The Muon g-2 experiment at Fermilab aims to measure aμ with a final accuracy of 140 parts per billion. The experiment’s first result from the Run 1 was published in 2021 and confirmed the BNL measurement with a similar sensitivity. The new result will be presented, based on Run 2 and 3 data collected in 2019-20, which amount to a factor of four more data, thus entering a new sensitivity regime to g-2. The improvement in the accuracy of aμ measurement will be discussed, as well as the future prospects for the experiment.
The comparison with the Standard Model predictions will be discussed. After a brief introduction on the QED and electroweak contributions, the two main hadronic contributions will be addressed: hadronic vacuum polarization (HVP) and hadronic light-by-light (HLbL). Both of them can be calculated either with a dispersive, data-driven approach, or on the lattice.

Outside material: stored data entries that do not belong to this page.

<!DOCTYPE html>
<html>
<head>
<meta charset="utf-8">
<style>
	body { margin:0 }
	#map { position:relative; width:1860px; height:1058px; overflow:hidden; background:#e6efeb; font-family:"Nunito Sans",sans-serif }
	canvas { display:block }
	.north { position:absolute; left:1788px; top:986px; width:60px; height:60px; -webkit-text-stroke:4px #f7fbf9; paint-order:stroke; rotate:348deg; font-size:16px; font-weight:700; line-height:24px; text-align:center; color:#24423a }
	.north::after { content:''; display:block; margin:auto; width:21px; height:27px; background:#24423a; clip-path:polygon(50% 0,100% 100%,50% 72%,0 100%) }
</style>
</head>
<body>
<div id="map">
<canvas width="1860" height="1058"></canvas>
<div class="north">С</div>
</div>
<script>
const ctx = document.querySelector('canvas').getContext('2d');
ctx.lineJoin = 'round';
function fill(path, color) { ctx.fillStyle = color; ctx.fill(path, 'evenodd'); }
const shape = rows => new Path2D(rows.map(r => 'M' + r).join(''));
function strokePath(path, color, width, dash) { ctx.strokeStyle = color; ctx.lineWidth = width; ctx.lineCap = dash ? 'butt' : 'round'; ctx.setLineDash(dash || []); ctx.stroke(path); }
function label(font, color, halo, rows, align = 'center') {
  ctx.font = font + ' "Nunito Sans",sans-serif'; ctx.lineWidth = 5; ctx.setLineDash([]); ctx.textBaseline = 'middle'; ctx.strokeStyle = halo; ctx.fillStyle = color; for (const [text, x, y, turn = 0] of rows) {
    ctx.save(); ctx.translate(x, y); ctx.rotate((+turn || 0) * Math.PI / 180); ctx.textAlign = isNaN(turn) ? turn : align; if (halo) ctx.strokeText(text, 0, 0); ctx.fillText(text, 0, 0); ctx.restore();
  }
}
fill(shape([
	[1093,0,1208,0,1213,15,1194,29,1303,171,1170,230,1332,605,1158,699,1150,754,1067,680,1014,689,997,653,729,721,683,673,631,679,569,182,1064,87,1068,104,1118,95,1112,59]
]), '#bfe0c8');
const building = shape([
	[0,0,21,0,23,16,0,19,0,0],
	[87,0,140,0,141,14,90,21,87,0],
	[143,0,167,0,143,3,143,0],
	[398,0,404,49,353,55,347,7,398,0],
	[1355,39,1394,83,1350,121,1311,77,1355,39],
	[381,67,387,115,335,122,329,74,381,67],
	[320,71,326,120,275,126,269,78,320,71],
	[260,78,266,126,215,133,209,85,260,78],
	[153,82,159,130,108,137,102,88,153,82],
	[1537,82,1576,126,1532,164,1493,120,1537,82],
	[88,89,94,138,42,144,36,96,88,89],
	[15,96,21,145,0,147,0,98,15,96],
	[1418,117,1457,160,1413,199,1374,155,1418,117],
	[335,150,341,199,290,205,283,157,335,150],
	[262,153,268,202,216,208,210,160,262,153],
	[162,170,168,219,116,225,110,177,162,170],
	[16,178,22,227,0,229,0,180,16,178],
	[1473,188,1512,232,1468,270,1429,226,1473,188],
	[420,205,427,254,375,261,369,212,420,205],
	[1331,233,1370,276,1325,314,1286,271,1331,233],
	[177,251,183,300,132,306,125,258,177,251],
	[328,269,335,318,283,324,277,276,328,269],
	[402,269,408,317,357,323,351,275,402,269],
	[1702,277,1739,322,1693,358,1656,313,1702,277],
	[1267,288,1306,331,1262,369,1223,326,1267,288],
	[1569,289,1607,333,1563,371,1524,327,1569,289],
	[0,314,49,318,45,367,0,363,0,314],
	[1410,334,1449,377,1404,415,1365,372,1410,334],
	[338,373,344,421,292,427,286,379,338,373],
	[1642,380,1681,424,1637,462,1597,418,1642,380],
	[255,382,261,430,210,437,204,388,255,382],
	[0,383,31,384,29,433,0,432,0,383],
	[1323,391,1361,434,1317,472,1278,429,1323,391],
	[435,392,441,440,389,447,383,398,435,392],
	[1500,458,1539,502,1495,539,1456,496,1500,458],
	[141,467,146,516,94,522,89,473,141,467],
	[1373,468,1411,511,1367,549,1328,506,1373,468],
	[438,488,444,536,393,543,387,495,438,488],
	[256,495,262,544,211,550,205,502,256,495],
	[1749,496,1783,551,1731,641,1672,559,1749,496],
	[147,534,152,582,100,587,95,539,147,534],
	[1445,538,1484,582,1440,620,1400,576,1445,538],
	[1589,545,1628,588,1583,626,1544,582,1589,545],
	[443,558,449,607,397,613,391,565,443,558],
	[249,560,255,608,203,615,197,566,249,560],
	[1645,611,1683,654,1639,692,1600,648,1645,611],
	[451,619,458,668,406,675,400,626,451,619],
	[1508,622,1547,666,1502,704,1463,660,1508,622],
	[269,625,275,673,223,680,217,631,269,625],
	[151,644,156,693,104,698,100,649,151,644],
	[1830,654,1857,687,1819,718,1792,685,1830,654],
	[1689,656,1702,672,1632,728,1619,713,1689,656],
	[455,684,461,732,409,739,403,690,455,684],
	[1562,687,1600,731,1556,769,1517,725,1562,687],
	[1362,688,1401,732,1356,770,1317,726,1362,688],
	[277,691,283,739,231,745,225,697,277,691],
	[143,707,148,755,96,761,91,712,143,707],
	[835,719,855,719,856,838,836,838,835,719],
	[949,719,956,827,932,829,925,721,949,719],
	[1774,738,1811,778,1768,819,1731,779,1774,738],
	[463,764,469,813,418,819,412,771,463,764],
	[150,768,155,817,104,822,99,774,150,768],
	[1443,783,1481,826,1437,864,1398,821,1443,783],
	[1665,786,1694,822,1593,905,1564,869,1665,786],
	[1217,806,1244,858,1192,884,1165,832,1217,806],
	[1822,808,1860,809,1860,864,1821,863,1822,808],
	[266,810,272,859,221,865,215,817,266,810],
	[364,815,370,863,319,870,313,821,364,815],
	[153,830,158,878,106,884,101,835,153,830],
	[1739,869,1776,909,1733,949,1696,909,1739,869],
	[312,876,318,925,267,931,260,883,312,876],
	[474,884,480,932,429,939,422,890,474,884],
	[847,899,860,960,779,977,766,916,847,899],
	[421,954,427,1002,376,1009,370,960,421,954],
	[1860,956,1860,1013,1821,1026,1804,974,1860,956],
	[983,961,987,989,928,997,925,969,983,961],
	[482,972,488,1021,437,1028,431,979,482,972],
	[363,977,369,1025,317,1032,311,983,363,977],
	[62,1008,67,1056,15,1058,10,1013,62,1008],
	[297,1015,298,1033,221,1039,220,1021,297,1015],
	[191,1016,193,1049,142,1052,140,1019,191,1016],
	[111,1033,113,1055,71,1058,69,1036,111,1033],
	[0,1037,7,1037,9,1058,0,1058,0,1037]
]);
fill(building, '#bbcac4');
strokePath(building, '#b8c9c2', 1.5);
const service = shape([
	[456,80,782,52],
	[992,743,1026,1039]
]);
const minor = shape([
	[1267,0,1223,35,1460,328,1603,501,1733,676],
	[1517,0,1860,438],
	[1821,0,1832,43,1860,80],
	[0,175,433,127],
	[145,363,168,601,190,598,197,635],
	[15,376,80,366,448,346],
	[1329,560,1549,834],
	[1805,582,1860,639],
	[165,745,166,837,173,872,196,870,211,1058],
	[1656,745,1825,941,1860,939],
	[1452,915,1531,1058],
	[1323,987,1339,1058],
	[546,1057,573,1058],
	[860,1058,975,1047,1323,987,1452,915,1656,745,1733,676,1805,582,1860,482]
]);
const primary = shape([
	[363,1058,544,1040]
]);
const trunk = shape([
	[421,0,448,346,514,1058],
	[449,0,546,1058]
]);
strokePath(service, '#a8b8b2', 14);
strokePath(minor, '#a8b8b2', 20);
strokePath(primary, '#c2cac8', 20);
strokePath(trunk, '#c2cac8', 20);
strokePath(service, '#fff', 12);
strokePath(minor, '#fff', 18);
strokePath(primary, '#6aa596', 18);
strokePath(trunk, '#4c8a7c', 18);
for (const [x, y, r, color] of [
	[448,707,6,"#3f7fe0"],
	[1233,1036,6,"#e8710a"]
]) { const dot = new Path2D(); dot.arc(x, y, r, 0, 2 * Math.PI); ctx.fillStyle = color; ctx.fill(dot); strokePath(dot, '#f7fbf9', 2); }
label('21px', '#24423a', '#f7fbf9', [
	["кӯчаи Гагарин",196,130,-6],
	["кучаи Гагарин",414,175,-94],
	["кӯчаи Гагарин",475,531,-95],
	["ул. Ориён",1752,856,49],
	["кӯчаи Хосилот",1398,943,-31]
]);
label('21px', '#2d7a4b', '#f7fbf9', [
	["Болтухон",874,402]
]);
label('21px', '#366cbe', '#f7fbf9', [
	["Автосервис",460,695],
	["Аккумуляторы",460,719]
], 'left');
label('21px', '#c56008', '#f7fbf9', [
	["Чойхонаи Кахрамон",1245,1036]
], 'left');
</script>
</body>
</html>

The two approaches provide compatible results for the HLbL contribution, which is currently known with a ~20% uncertainty, with a final goal of 10%. For the HVP, the precision requirements are much higher, with a final goal below 0.5%. For this contribution there is a discrepancy between the dispersive approach based on e+e- experiments and the lattice calculation by the BMW collaboration. Moreover, a recent, yet unpublished measurement of the e+e- --> hadrons cross section by the CMD-3 collaboration, disagrees with all previous measurements at the level of 2.5-5 sigmas, whereas it agrees with the BMW result. At the end the future prospects will be discussed, including the role that the MUonE experiment could play for a clarification of this situation.